All purchase/repair of the amount ranging between 1 – 25,000 – are done by Chairperson

Purchase ranging between 25,000 – 2.5 lakhs -  through the purchase Committee.

Purchase >2.5 lakhs are done through Finance office of the University.

• Purchase of various items are done as follow / through the following processes to ask for quotations (at least four) are first asked by the concerned company/supplier.

The lowest cost quotation is considered, by the approval of Chairman.

Order is placed after Chairman approval.

It should be procured at the earliest possible time.

The received items are entered in the stock register and kept in the store.

Then depending upon the requirements of UG lab / research lab / PG lab / Clinical lab they are issued through the Indent book.

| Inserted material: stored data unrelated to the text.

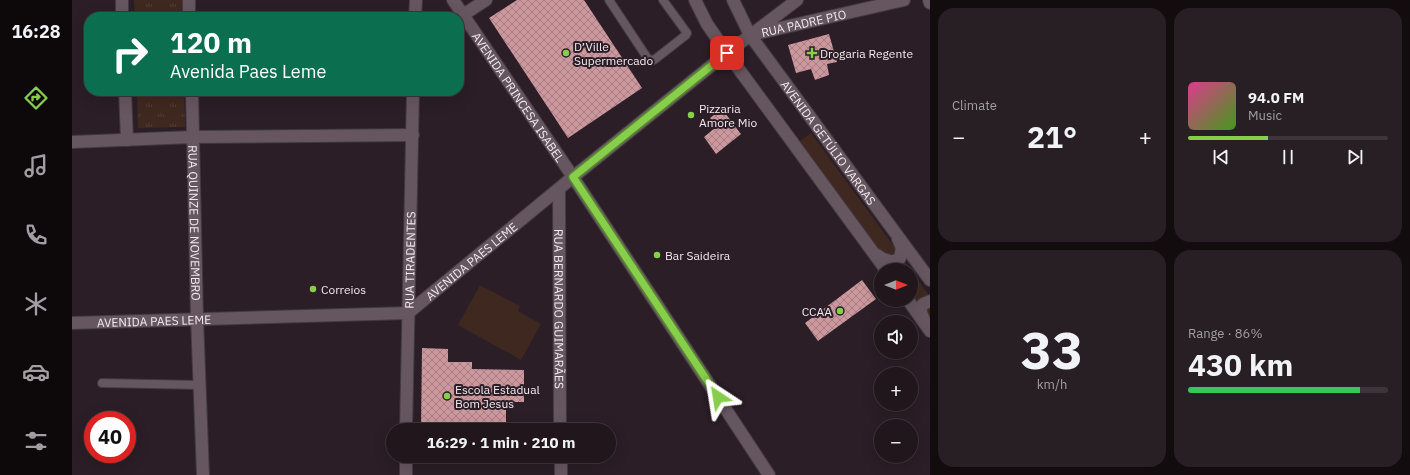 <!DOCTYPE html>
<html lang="en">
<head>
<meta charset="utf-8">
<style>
	:root { --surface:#20161c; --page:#281f25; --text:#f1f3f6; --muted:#a29fa3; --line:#3d353b; --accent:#87cf4a }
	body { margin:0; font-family:"IBM Plex Sans",sans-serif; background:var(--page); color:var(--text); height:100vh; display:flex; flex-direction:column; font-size:15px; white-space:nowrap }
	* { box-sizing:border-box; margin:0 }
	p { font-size:13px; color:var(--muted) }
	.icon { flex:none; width:22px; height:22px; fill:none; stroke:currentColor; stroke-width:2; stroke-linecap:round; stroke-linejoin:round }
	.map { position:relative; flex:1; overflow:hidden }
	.details { display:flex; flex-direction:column; gap:8px; padding:8px; background:#120c0f; width:480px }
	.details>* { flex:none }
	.banner { position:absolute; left:12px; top:12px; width:380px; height:84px; border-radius:16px; box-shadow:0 4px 16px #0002,0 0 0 1px var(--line); background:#0b6e4f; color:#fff; overflow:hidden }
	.needle { width:26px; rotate:90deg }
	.tools { position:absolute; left:802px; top:263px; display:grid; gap:8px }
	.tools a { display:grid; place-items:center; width:44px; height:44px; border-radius:50%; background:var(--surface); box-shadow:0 4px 16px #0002,0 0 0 1px var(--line); font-size:20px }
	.speed { position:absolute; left:12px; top:411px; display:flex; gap:8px; font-size:20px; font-weight:700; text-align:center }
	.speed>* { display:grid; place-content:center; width:52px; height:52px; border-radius:50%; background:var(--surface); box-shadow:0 4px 16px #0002,0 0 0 1px var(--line); line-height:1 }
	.speed .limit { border:6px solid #d22; background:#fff; color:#111 }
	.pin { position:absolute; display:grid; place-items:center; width:34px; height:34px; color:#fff; margin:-17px; border-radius:8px; box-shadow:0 2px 6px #0006 }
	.me { position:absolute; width:44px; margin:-22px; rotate:327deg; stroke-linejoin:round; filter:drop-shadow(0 0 3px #0008) }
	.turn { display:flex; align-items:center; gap:14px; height:84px; padding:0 20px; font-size:18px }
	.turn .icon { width:52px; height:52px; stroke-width:2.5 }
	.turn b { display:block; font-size:28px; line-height:34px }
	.big { font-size:30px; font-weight:700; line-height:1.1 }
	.details .tile { flex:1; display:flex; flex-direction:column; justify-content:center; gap:6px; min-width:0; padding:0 14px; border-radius:16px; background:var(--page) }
	.details .dial { align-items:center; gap:0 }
	.dial b { font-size:52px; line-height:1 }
	.song { display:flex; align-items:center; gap:12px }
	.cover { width:48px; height:48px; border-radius:6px; background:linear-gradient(135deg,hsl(330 70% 55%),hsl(100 70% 35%)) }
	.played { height:4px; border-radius:2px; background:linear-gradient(90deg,var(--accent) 40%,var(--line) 40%) }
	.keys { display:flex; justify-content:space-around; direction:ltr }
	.heat { display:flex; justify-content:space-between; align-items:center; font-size:22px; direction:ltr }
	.charge { height:6px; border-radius:3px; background:linear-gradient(90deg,#34c759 86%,var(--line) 0) }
	.details .tiles { flex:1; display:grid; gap:8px; grid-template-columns:repeat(2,1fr) }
	.trip { position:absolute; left:314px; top:423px; width:230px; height:40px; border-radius:20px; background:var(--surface); box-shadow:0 4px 16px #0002,0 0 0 1px var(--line); font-weight:700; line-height:40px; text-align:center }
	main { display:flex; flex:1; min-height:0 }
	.tab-bar { display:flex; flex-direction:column; width:72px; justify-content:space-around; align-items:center; background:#0d090b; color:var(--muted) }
	.tab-bar .icon { width:28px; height:28px }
	.tab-bar .selected { color:var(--accent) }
	.tab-bar b { font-size:18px; color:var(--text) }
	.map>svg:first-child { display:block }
</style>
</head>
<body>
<main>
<nav class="tab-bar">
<b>16:28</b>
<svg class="icon selected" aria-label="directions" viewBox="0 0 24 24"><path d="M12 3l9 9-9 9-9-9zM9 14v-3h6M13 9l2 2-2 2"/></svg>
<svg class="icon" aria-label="music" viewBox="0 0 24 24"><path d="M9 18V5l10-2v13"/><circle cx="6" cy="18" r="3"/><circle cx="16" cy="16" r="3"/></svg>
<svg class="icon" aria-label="phone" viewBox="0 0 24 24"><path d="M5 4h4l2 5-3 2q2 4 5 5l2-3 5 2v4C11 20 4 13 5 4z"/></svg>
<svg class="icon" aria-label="climate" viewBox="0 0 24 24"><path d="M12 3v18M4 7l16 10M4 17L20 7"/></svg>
<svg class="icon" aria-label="car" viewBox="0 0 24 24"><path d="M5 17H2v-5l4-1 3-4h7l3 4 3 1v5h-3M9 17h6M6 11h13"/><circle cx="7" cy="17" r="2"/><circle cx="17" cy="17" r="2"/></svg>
<svg class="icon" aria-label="filters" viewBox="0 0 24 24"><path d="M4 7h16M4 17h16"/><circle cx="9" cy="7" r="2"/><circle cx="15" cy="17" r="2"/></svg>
</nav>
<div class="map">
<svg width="858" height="475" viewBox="0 0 858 475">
	<defs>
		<pattern id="grass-tufts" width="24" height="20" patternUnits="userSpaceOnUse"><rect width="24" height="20" fill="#3f281f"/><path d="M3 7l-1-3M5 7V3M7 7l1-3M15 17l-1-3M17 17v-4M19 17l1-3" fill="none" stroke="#523d35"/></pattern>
		<pattern id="building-cross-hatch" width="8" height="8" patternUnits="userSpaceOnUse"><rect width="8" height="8" fill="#cc979d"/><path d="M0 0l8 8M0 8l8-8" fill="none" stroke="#a57f84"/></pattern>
	</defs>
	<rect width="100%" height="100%" fill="#2b1e26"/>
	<g fill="url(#grass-tufts)">
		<polygon points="62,0 110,0 110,17 63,17"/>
		<polygon points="65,91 112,91 113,127 66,128"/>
	</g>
	<g fill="#3f281f">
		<polygon points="739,133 839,270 821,270 728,141"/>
		<polygon points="839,270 858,297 858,321 839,294"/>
		<polygon points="408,285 448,306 446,311 469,324 449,360 386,325"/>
	</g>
	<g fill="url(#building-cross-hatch)">
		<polygon points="445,0 512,0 570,88 496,138 417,18"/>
		<polygon points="757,34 765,62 755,64 757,75 743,80 739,69 724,73 716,45"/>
		<polygon points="650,109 669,134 644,154 632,137 644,127 638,118"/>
		<polygon points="790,280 804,299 746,341 733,323"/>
		<polygon points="350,348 376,349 376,362 400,362 400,369 452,370 452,402 434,402 434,430 349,430"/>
	</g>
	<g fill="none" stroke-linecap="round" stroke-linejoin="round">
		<g stroke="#443940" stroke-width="10">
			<g id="lane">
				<polyline points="537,0 576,59 582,60 614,35 615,33 591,0"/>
				<polyline points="30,383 128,385"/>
			</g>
		</g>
		<g stroke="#443940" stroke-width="14">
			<g id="street">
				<polyline points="50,0 50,17"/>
				<polyline points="117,0 117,17"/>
				<path id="s1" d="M381 0 501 177"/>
				<polyline points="857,0 858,3"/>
				<polyline points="391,15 414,0"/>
				<polyline points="343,17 344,0"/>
				<path id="s2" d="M678 35 832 0"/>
				<polyline points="53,91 55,140"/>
				<path id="s3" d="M120 91 125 318 131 475"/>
				<polyline points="0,142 121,137 341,135"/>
				<path id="s4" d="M487 189 488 430"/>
				<path id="s5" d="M334 430 341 91"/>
				<polyline points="489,456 489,475"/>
				<polyline points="334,475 334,456"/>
			</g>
		</g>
		<g stroke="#443940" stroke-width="14">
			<g id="secondary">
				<polyline points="623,0 635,24 655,53 814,270"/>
				<path id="s6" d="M661 0 678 35 858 280"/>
				<polyline points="501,177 697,475"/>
				<polyline points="805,255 811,259 821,262 828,258 830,248 826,239"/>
				<polyline points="836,300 858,331"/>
				<polyline points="852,320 848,310 851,304 858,301"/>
				<path id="s7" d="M0 323 336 313 501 177 655 53 725 0"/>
			</g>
		</g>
		<use href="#lane" stroke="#665660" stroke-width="8"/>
		<use href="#street" stroke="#665660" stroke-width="12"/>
		<use href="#secondary" stroke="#665660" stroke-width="12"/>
	</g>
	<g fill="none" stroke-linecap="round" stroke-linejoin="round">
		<g stroke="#588730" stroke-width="10">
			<polyline id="route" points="646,397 501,177 655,53"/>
		</g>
		<use href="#route" stroke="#87cf4a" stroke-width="7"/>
	</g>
	<g fill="#87cf4a" stroke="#2b1e26" stroke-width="1.5">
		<circle cx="494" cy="53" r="4"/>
		<path d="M738 47h4v4h4v4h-4v4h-4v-4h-4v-4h4z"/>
		<circle cx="619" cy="115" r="4"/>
		<circle cx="585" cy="255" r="4"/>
		<circle cx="241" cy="289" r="4"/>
		<circle cx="768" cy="311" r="4"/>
		<circle cx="375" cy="396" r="4"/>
	</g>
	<g text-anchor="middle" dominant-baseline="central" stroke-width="4" stroke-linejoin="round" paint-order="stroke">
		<g font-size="12" fill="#f3e9ef" stroke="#2b1e26">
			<text stroke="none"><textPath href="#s2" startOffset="55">RUA PADRE PIO</textPath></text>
			<text stroke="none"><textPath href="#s1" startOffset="117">AVENIDA PRINCESA ISABEL</textPath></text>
			<text stroke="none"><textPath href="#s6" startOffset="172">AVENIDA GETÚLIO VARGAS</textPath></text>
			<text stroke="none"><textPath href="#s3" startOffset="132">RUA QUINZE DE NOVEMBRO</textPath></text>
			<text stroke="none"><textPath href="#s5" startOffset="170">RUA TIRADENTES</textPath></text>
			<text stroke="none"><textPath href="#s7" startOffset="418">AVENIDA PAES LEME</textPath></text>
			<text stroke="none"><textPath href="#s4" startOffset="120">RUA BERNARDO GUIMARÃES</textPath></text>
			<text stroke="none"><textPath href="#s7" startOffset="82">AVENIDA PAES LEME</textPath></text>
		</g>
		<g font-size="12" fill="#f3e9ef" stroke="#2b1e26" text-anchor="start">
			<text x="502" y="46">D’Ville<tspan x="502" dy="14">Supermercado</tspan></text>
			<text x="748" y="53">Drogaria Regente</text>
			<text x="627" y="108">Pizzaria<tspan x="627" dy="14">Amore Mio</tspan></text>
			<text x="593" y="255">Bar Saideira</text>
			<text x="249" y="289">Correios</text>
			<text x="760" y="311" text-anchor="end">CCAA</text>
			<text x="383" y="389">Escola Estadual<tspan x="383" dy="14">Bom Jesus</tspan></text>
		</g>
	</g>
</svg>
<div class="tools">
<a><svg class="needle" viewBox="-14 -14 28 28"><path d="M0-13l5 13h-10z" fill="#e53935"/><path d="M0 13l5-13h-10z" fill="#a29fa3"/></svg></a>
<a><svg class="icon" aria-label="sound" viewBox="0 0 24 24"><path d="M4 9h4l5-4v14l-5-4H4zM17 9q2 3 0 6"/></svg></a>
<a>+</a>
<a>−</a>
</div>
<div class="speed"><div class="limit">40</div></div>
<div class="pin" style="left:655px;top:53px;background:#d93025"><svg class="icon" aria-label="arrive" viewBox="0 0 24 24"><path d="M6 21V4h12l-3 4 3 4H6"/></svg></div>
<svg class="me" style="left:646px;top:397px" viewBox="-20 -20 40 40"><path d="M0-17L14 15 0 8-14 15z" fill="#87cf4a" stroke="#fff" stroke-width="4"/></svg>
<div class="trip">16:29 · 1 min · 210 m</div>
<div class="banner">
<div class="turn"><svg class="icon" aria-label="right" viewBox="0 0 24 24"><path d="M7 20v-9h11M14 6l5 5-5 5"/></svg><div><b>120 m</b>Avenida Paes Leme</div></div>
</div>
</div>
<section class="details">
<div class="tiles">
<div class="tile"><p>Climate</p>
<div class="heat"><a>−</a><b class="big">21°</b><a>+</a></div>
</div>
<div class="tile">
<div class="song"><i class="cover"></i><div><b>94.0 FM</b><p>Music</p></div></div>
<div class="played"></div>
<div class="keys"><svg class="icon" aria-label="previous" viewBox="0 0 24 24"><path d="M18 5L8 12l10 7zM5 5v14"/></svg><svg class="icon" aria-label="pause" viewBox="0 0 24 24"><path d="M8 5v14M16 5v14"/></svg><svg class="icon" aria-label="next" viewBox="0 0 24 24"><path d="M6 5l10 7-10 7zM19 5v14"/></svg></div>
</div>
<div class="tile dial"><b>33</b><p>km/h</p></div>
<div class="tile"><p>Range · 86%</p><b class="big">430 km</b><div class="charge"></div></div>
</div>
</section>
</main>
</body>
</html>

• Indent book carries the following details:

Name of indenter

Name of items

Quantity

• Indent book is then approved / permitted  / signed by the Chairman and the items are issued.

• The following registers are maintained by the store keeper
  

Register for record of all the instruments in the department.

Register for Chemicals and glass ware.

Register for stationary.

Register for various items of the department

Register for record of repair of various items

Register for day to day expenses.

Miscellaneous

Budget Control Register

MAS Control Register

Register for consumables items

Register for Bank related work TA, DA.

Financial matters of Research Projects operated in the department are also taken care of by store keeper of the department.

• Maintenance

Person concerned write an application related to the repair work and gives it in the
office of the Department.

Chairperson mark the application to the store incharge for necessary action.

Store incharge calls the person related to that particular work and ask Quotation for rates.

Chairperson  approved quotation of lowest rates.

Repair work is done at the earliest.

SOPs for Department in General

• Official Working Hours 8:00 AM – 4:00 PM.

• Research Scholars and MD students work in the research scholars even beyond these hours.

• The concerned person will collect the keys from Chairman and open the department at 7:45 AM followed by opening of office labs, Chambers of the staff etc.

• The extra lights switched on at night in the corridors, are switched off in the morning.

• Sweepers are responsible for cleaning the department and ambience. Indoor plants and water cooler are taken care of by the non-teaching staff and the particular committee constituted.

• All the staff members and students enter signature in the attendance register, in the displaying “on leave” if any is on leave.

• Concerned staff update the (board name / designation board) and Notice board. Members of cleanliness and Ambience committee as well as members of the department take care of cleanliness.

• Before closing the department all, the electrical switches and water taps are checked.

• All the research scholars and MD students check the  electrical points and water taps before leaving the lab.